[Stored data entries]
+ + + + + + +
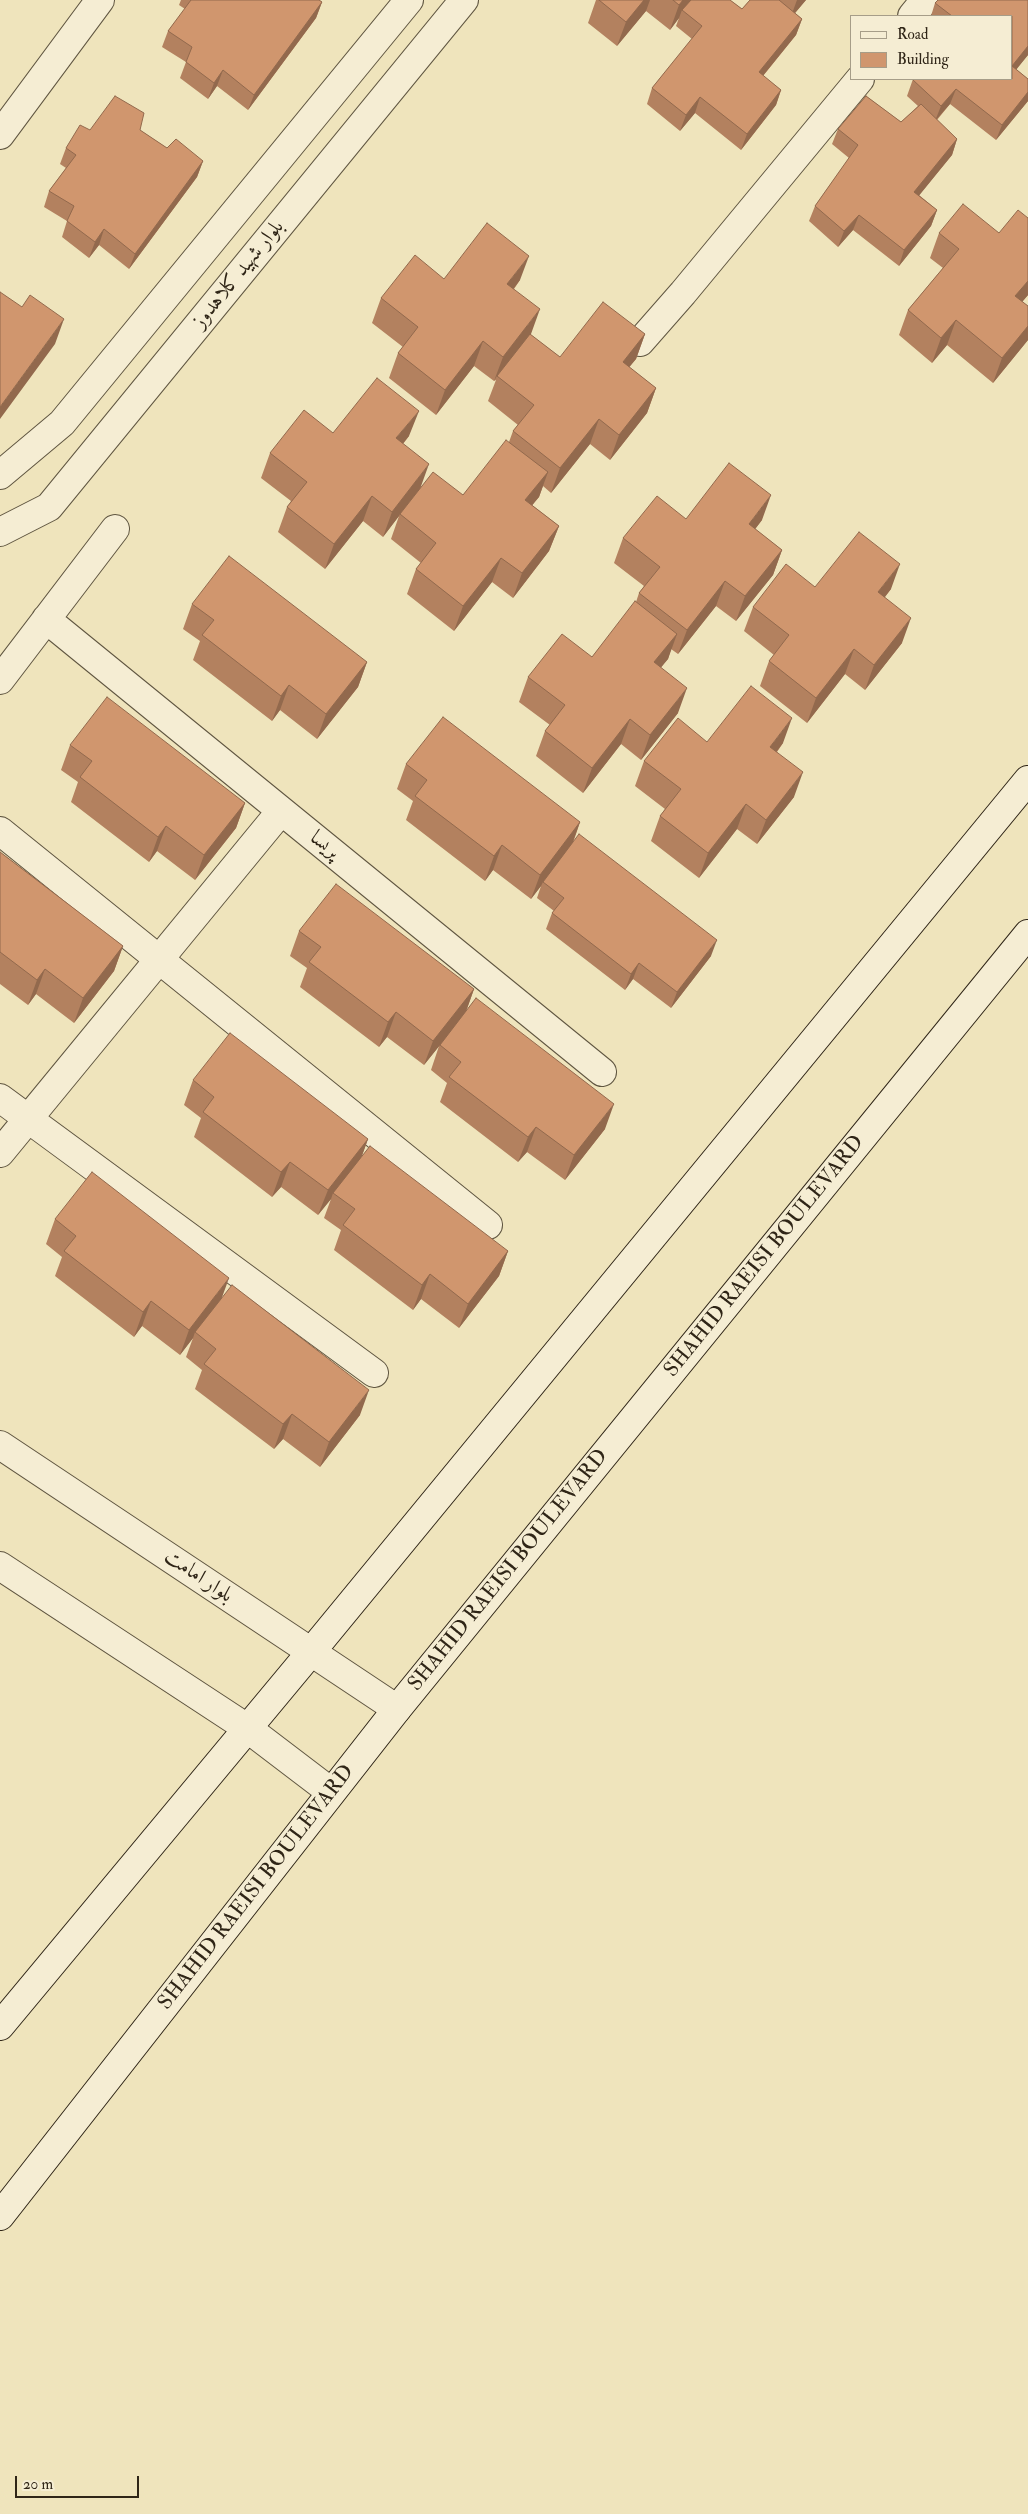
<!DOCTYPE html>
<meta charset="utf-8">
<style>
body{margin:0}
#map{position:relative;width:1028px;height:2514px;overflow:hidden;background:#efe4bc;font-family:"IM FELL Double Pica",serif}
canvas{display:block}
.legend{position:absolute;left:850px;top:15px;width:162px;height:65px;box-sizing:border-box;background:#f5edd3;border:1px solid #a69d88;margin:0;padding:6px 9px;list-style:none;font-size:15px;color:#2f2517}
.legend li{display:flex;align-items:center;gap:10px;height:25px}
.legend b{width:25px;border:1px solid #a69d88}
.scale{position:absolute;left:15px;top:2476px;width:124px;height:22px;box-sizing:border-box;border:2px solid #2f2517;border-top:0;padding-left:6px;font-size:15px;line-height:18px;white-space:nowrap;color:#2f2517;-webkit-text-stroke:4px #f5edd3;paint-order:stroke}
</style>
<div id="map">
<canvas width="1028" height="2514"></canvas>
<ul class="legend">
<li><b style="height:6px;background:#f5edd3"></b>Road</li>
<li><b style="height:14px;background:#d0966e"></b>Building</li>
</ul>
<div class="scale">20 m</div>
</div>
<script>
const context = document.querySelector('canvas').getContext('2d');
context.lineJoin = 'round';
function toPath(rows) {
  const path = new Path2D();
  for (const r of rows) {
    path.moveTo(r[0], r[1]);
    for (let i = 2; i < r.length; i += 2) path.lineTo(r[i], r[i + 1]);
  }
  return path;
}
function trace(path, color, width, dash) {
  context.strokeStyle = color;
  context.lineWidth = width;
  context.lineCap = dash ? 'butt' : 'round';
  context.setLineDash(dash || []);
  context.stroke(path);
}
function fillPath(path, color) {
  context.fillStyle = color;
  context.fill(path, 'evenodd');
}
function write(font, color, halo, rows, align = 'center') {
  context.font = font + ' "IM FELL Double Pica",Amiri,serif';
  context.lineWidth = 4;
  context.setLineDash([]);
  context.textBaseline = 'middle';
  context.strokeStyle = halo;
  context.fillStyle = color;
  for (const [text, x, y, turn = 0] of rows) {
    context.save();
    context.translate(x, y);
    context.rotate((+turn || 0) * Math.PI / 180);
    context.textAlign = isNaN(turn) ? turn : align;
    if (halo) context.strokeText(text, 0, 0);
    context.fillText(text, 0, 0);
    context.restore();
  }
}
const minor = toPath([
 [912,16,925,0],
 [0,135,100,0],
 [640,342,683,293,860,79],
 [0,475,62,423,409,0],
 [0,532,49,507,464,0],
 [46,619,602,1072],
 [0,680,115,529],
 [0,831,488,1225],
 [0,1098,374,1373],
 [0,1153,281,811]
]);
const tertiary = toPath([
 [0,1445,397,1709],
 [0,1566,247,1728,331,1792]
]);
const secondary = toPath([
 [0,2026,311,1652,1028,780],
 [0,2216,397,1709,1028,934]
]);
const wall = toPath([
 [181,0,319,0,322,2,316,18,248,110,217,86,208,99,180,78,186,62,162,47,168,31,185,9,179,5],
 [596,0,730,0,742,9,750,0,806,0,795,13,802,19,796,35,763,76,781,90,776,105,741,150,695,113,680,131,647,104,652,88,692,39,676,26,679,18,670,30,646,11,617,46,588,23],
 [938,0,1028,0,1028,55,1016,69,1028,79,1028,101,996,140,950,104,937,120,957,139,952,155,919,195,937,210,931,226,899,266,853,230,838,247,809,221,815,206,849,158,832,144,838,129,866,96,901,122,918,106,907,96,913,79,1012,79,1012,16,931,16,935,3],
 [90,130,140,130,167,148,203,161,197,177,129,269,99,245,89,258,62,237,67,221,44,207,49,191,66,168,60,164,66,148],
 [1028,218,1028,295,1022,302,1028,306,1028,340,993,383,947,345,932,363,899,335,908,310,943,268,930,258,939,233,999,233],
 [444,279,520,280,514,289,531,335,560,357,645,334,636,359,629,367,656,388,647,413,610,460,590,444,551,493,543,486,539,497,532,505,559,526,549,551,513,598,492,582,454,631,407,594,416,569,421,563,391,539,399,516,383,537,363,521,325,569,278,532,287,507,291,501,261,478,270,453,333,433,409,436,403,444,421,488,463,495,509,442,513,431,518,425,488,401,496,380,494,381,474,366,436,415,389,378,398,353,403,347,372,323,381,298],
 [686,519,762,520,755,529,782,550,773,575,736,621,716,606,678,654,671,649,668,659,661,667,678,713,641,760,621,744,583,793,536,756,545,731,550,725,519,702,528,677,592,657,636,602,639,593,644,586,614,563,623,538],
 [815,587,891,589,885,597,902,643,865,690,845,674,807,723,760,686,769,661,774,655,744,631,753,607],
 [192,604,367,662,358,687,317,739,280,710,272,721,193,660,200,641,183,629],
 [707,742,783,743,777,752,794,797,757,844,737,829,699,878,651,841,660,816,665,809,635,786,644,761],
 [70,745,245,803,236,828,195,880,157,851,149,862,71,802,78,782,61,770],
 [406,764,580,822,573,843,711,956,671,1008,633,979,625,990,546,929,552,913,554,911,537,898,541,886,531,899,493,870,485,881,406,820,413,801,397,789],
 [0,852,123,946,114,971,74,1023,36,994,28,1005,0,984],
 [299,931,474,989,466,1012,605,1129,565,1180,527,1152,518,1162,440,1102,447,1083,431,1070,439,1046,424,1065,387,1037,379,1047,300,987,307,968,290,956],
 [193,1080,368,1139,361,1158,508,1251,499,1276,459,1328,421,1299,413,1310,334,1250,341,1230,324,1218,331,1199,318,1215,281,1187,272,1197,194,1137,201,1118,184,1105],
 [55,1219,222,1298,360,1415,320,1467,283,1439,274,1449,195,1389,202,1370,186,1357,193,1338,180,1355,142,1326,134,1337,55,1276,62,1257,46,1244]
]);
const shadedWall = toPath([
 [644,0,650,0,646,11,617,46,626,22],
 [683,0,694,0,682,10,679,18,670,30,679,5],
 [797,0,806,0,790,19],
 [322,2,316,18,248,110,254,95],
 [802,19,796,35,753,88,759,72],
 [1028,46,1028,55,1012,75,1012,66],
 [223,70,217,86,208,99,214,83],
 [956,89,950,104,935,121,941,106],
 [781,90,776,105,741,150,747,134],
 [1028,92,1028,101,996,140,1002,125],
 [700,97,695,113,680,131,686,115],
 [957,139,952,155,909,208,914,192],
 [203,161,197,177,129,269,135,254],
 [937,210,931,226,899,266,904,250],
 [859,215,853,230,838,247,844,231],
 [104,229,99,245,89,258,95,242],
 [529,256,520,280,498,309,507,284],
 [1028,281,1028,295,1006,321,1015,296],
 [540,309,531,334,498,377,497,376,494,381,503,357],
 [64,319,55,344,0,419,0,407],
 [956,320,947,345,932,363,941,338],
 [1028,326,1028,340,993,383,1002,358],
 [645,334,636,359,613,387,623,362],
 [483,341,474,366,436,415,445,390],
 [656,388,647,413,610,460,619,435],
 [419,411,409,436,387,463,396,438],
 [599,419,590,444,551,493,560,468],
 [429,464,420,489,400,514,399,516,383,537,392,512],
 [548,472,539,497,516,525,525,500],
 [771,495,762,520,740,549,749,524],
 [372,496,363,521,325,569,334,544],
 [559,526,549,551,513,598,522,573],
 [782,550,773,575,736,621,745,596],
 [501,558,492,582,454,631,463,606],
 [900,564,891,589,869,617,878,592],
 [725,581,716,606,678,654,687,630],
 [911,618,902,643,865,690,874,665],
 [677,634,668,659,645,687,654,662],
 [854,649,845,674,807,723,816,698],
 [367,662,358,687,317,739,326,714],
 [289,685,280,710,272,721,281,696],
 [687,688,678,713,641,760,650,735],
 [792,718,783,743,761,772,770,747],
 [630,719,621,744,583,793,592,768],
 [803,772,794,797,757,844,766,820],
 [245,803,236,828,195,880,204,855],
 [746,804,737,829,699,878,708,853],
 [580,822,571,847,543,882,541,886,531,899,540,875],
 [166,826,157,851,149,862,158,837],
 [502,845,493,870,485,881,494,856],
 [717,940,711,956,671,1008,677,992],
 [123,946,114,971,74,1023,83,998],
 [639,963,633,979,625,990,631,974],
 [45,969,36,994,28,1005,37,980],
 [474,989,465,1014,424,1065,433,1041],
 [396,1012,387,1037,379,1047,388,1022],
 [614,1104,605,1129,565,1180,574,1155],
 [536,1127,527,1152,518,1162,528,1137],
 [368,1139,359,1164,333,1193,331,1199,318,1215,328,1190],
 [290,1162,281,1187,272,1197,281,1172],
 [508,1251,499,1276,459,1328,468,1304],
 [430,1274,421,1299,413,1310,422,1285],
 [229,1278,220,1303,195,1332,193,1338,180,1355,189,1330],
 [151,1301,142,1326,134,1337,143,1312],
 [369,1390,360,1415,320,1467,329,1442],
 [292,1414,283,1439,274,1449,283,1424]
]);
const building = toPath([
 [191,0,319,0,322,2,254,95,223,70,214,83,186,62,192,47,168,31,191,0],
 [599,0,644,0,626,22,599,0],
 [673,0,683,0,679,5,673,0],
 [691,0,730,0,742,9,750,0,779,0,802,19,759,72,781,90,747,134,700,97,686,115,652,88,702,26,682,10,691,0],
 [938,0,1028,0,1028,46,1012,66,1028,79,1028,92,1002,125,956,89,941,106,913,80,913,79,1012,79,1012,16,952,16,935,3,938,0],
 [115,96,144,113,140,130,167,148,176,139,203,161,135,254,104,229,95,242,67,221,74,206,49,191,76,155,66,148,80,125,90,130,115,96],
 [866,96,901,122,921,104,957,139,914,192,937,210,904,250,859,215,844,231,815,206,858,145,838,129,866,96],
 [963,204,999,233,1018,210,1028,218,1028,281,1015,296,1028,306,1028,326,1002,358,956,320,941,338,908,310,959,249,939,233,963,204],
 [487,223,529,256,507,284,540,309,503,357,483,341,445,390,398,353,418,327,381,298,415,255,444,279,487,223],
 [0,292,22,307,30,295,64,319,0,407,0,292],
 [603,302,645,334,623,362,656,388,619,435,599,419,560,468,513,431,534,405,497,376,530,334,560,357,603,302],
 [377,378,419,411,396,438,429,464,392,512,372,496,334,544,287,507,307,482,270,453,304,410,333,433,377,378],
 [506,440,548,472,525,500,559,526,522,573,501,558,463,606,416,569,436,543,400,514,433,472,463,495,506,440],
 [729,463,771,495,749,524,782,550,745,596,725,581,687,630,639,593,660,567,623,538,657,496,686,519,729,463],
 [859,532,900,564,878,592,911,618,874,665,854,649,816,698,769,661,789,635,753,607,786,564,815,587,859,532],
 [229,556,367,662,326,714,289,685,281,696,202,635,214,620,192,604,229,556],
 [635,601,677,634,654,662,687,688,650,735,630,719,592,768,545,731,565,705,528,677,562,634,592,657,635,601],
 [751,686,792,718,770,747,803,772,766,820,746,804,708,853,660,816,681,789,644,761,678,718,707,742,751,686],
 [107,697,245,803,204,855,166,826,158,837,80,777,92,761,70,745,107,697],
 [443,717,580,822,540,875,502,845,494,856,415,796,427,780,406,764,443,717],
 [579,834,717,940,677,992,639,963,631,974,552,913,564,898,543,882,579,834],
 [0,852,123,946,83,998,45,969,37,980,0,952,0,852],
 [336,884,474,989,433,1041,396,1012,388,1022,309,962,321,947,299,931,336,884],
 [476,998,614,1104,574,1155,536,1127,528,1137,449,1077,461,1062,440,1045,476,998],
 [230,1033,368,1139,328,1190,290,1162,281,1172,203,1112,214,1097,193,1080,230,1033],
 [370,1146,508,1251,468,1304,430,1274,422,1285,343,1225,355,1209,333,1193,370,1146],
 [92,1172,229,1278,189,1330,151,1301,143,1312,64,1251,76,1236,55,1219,92,1172],
 [232,1285,369,1390,329,1442,292,1414,283,1424,204,1364,216,1349,195,1332,232,1285]
]);
const streetNames = [
 ["بلوار شهید کلاهدوز",239,275,-51],
 ["پریسا",324,846,39],
 ["SHAHID RAEISI BOULEVARD",765,1257,-51],
 ["SHAHID RAEISI BOULEVARD",509,1571,-51],
 ["بلوار امامت",198,1577,34],
 ["SHAHID RAEISI BOULEVARD",257,1888,-52]
];
trace(minor, '#5f5540', 30);
trace(tertiary, '#5f5540', 30);
trace(secondary, '#2f2517', 30);
trace(minor, '#f5edd3', 28);
trace(tertiary, '#f5edd3', 28);
trace(secondary, '#f5edd3', 28);
fillPath(wall, '#b3815f');
fillPath(shadedWall, '#92694d');
fillPath(building, '#d0966e');
trace(building, '#92694d', 1);
write('21px', '#2f2517', '#f5edd3', streetNames);
</script>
+ + + + + + +
Exercise instructions:
If a line in the entries includes the word "rows", copy that line out.

Task result:
function toPath(rows) {
  for (const r of rows) {
function write(font, color, halo, rows, align = 'center') {
  for (const [text, x, y, turn = 0] of rows) {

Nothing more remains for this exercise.